Stored data entries

---*---

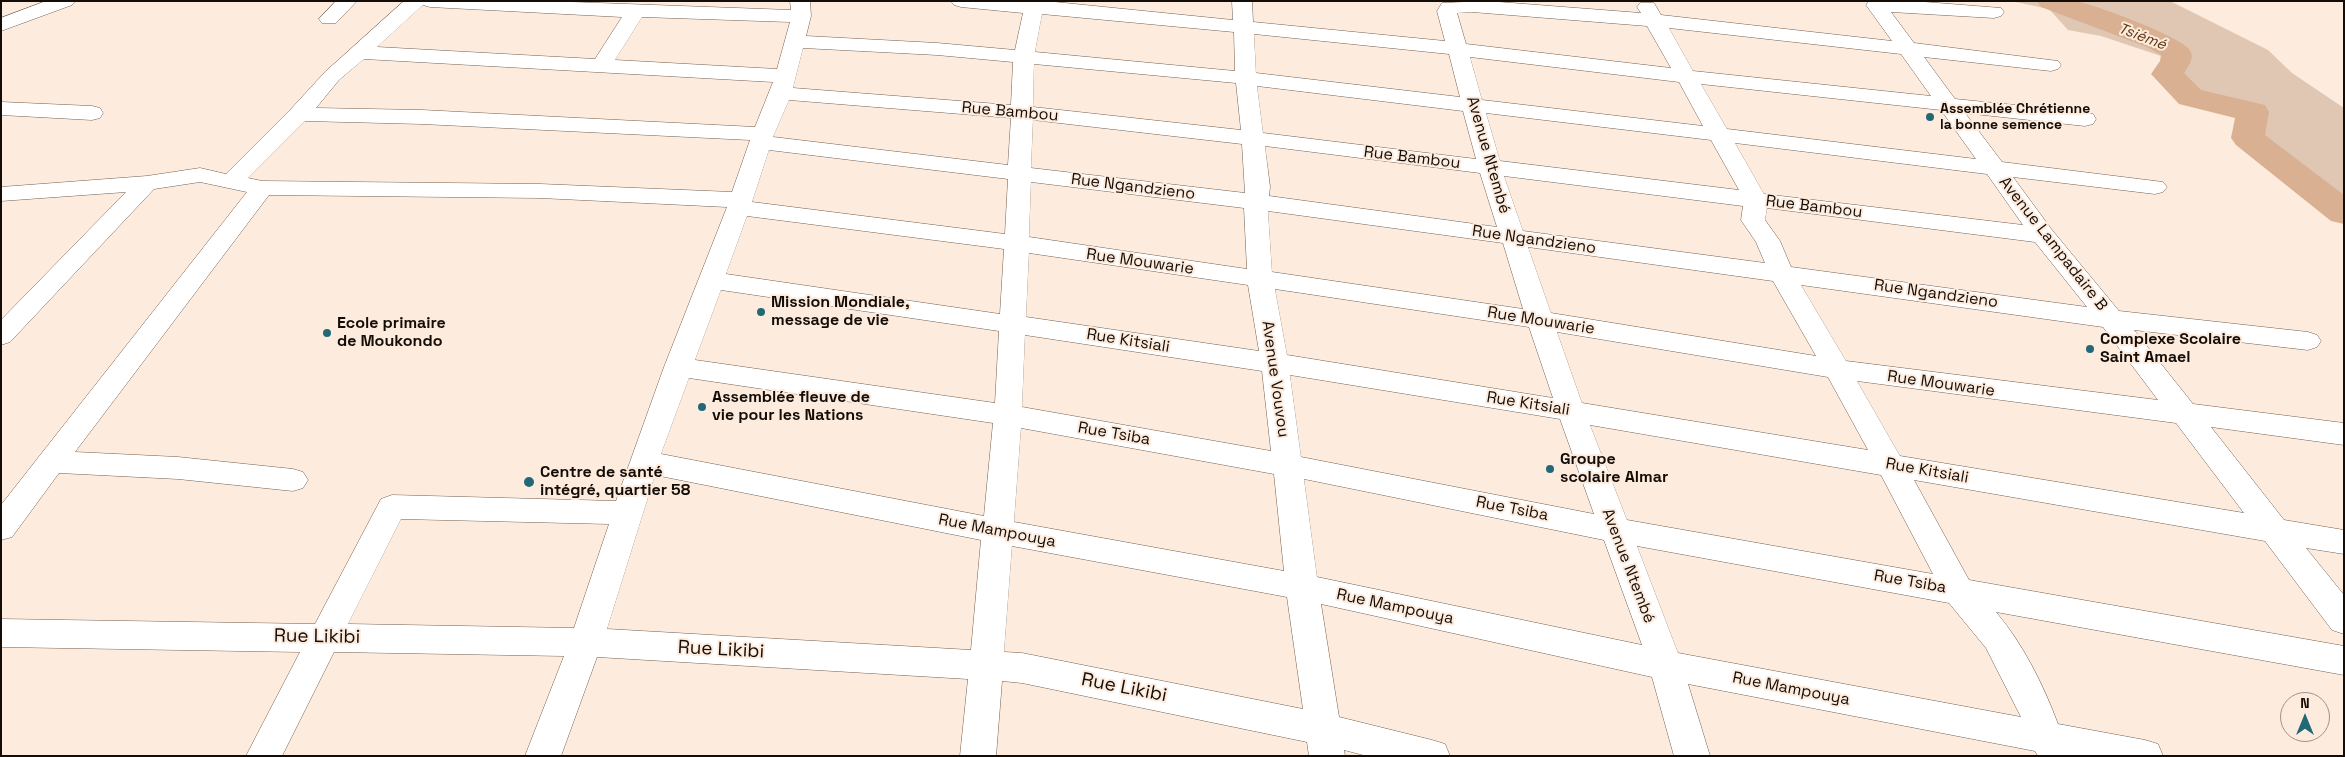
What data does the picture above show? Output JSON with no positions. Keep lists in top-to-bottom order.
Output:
{
  "streets": {
    "street": [
      "Rue Bambou",
      "Avenue Ntembé",
      "Rue Ngandzieno",
      "Avenue Lampadaire B",
      "Rue Mouwarie",
      "Rue Kitsiali",
      "Avenue Vouvou",
      "Rue Tsiba",
      "Rue Mampouya",
      "Rue Likibi"
    ]
  },
  "crossings": [
    ["Rue Bambou", "Avenue Ntembé"],
    ["Rue Bambou", "Avenue Lampadaire B"],
    ["Rue Bambou", "Avenue Vouvou"],
    ["Avenue Ntembé", "Rue Ngandzieno"],
    ["Avenue Ntembé", "Rue Mouwarie"],
    ["Avenue Ntembé", "Rue Kitsiali"],
    ["Avenue Ntembé", "Rue Tsiba"],
    ["Avenue Ntembé", "Rue Mampouya"],
    ["Rue Ngandzieno", "Avenue Lampadaire B"],
    ["Rue Ngandzieno", "Avenue Vouvou"],
    ["Avenue Lampadaire B", "Rue Mouwarie"],
    ["Avenue Lampadaire B", "Rue Kitsiali"],
    ["Rue Mouwarie", "Avenue Vouvou"],
    ["Rue Kitsiali", "Avenue Vouvou"],
    ["Avenue Vouvou", "Rue Tsiba"],
    ["Avenue Vouvou", "Rue Mampouya"],
    ["Avenue Vouvou", "Rue Likibi"]
  ],
  "water": ["Tsiémé"],
  "places": [
    "Assemblée Chrétienne la bonne semence",
    "Mission Mondiale, message de vie",
    "Ecole primaire de Moukondo",
    "Complexe Scolaire Saint Amael",
    "Assemblée fleuve de vie pour les Nations",
    "Groupe scolaire Almar",
    "Centre de santé intégré, quartier 58"
  ],
  "north": "top"
}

---*---

* **ACTIVITY**: With the pictures set aside, copy each line above as written.

* **RESPONSE TO THIS TASK**:
What data does the picture above show? Output JSON with no positions. Keep lists in top-to-bottom order.
Output:
{
  "streets": {
    "street": [
      "Rue Bambou",
      "Avenue Ntembé",
      "Rue Ngandzieno",
      "Avenue Lampadaire B",
      "Rue Mouwarie",
      "Rue Kitsiali",
      "Avenue Vouvou",
      "Rue Tsiba",
      "Rue Mampouya",
      "Rue Likibi"
    ]
  },
  "crossings": [
    ["Rue Bambou", "Avenue Ntembé"],
    ["Rue Bambou", "Avenue Lampadaire B"],
    ["Rue Bambou", "Avenue Vouvou"],
    ["Avenue Ntembé", "Rue Ngandzieno"],
    ["Avenue Ntembé", "Rue Mouwarie"],
    ["Avenue Ntembé", "Rue Kitsiali"],
    ["Avenue Ntembé", "Rue Tsiba"],
    ["Avenue Ntembé", "Rue Mampouya"],
    ["Rue Ngandzieno", "Avenue Lampadaire B"],
    ["Rue Ngandzieno", "Avenue Vouvou"],
    ["Avenue Lampadaire B", "Rue Mouwarie"],
    ["Avenue Lampadaire B", "Rue Kitsiali"],
    ["Rue Mouwarie", "Avenue Vouvou"],
    ["Rue Kitsiali", "Avenue Vouvou"],
    ["Avenue Vouvou", "Rue Tsiba"],
    ["Avenue Vouvou", "Rue Mampouya"],
    ["Avenue Vouvou", "Rue Likibi"]
  ],
  "water": ["Tsiémé"],
  "places": [
    "Assemblée Chrétienne la bonne semence",
    "Mission Mondiale, message de vie",
    "Ecole primaire de Moukondo",
    "Complexe Scolaire Saint Amael",
    "Assemblée fleuve de vie pour les Nations",
    "Groupe scolaire Almar",
    "Centre de santé intégré, quartier 58"
  ],
  "north": "top"
}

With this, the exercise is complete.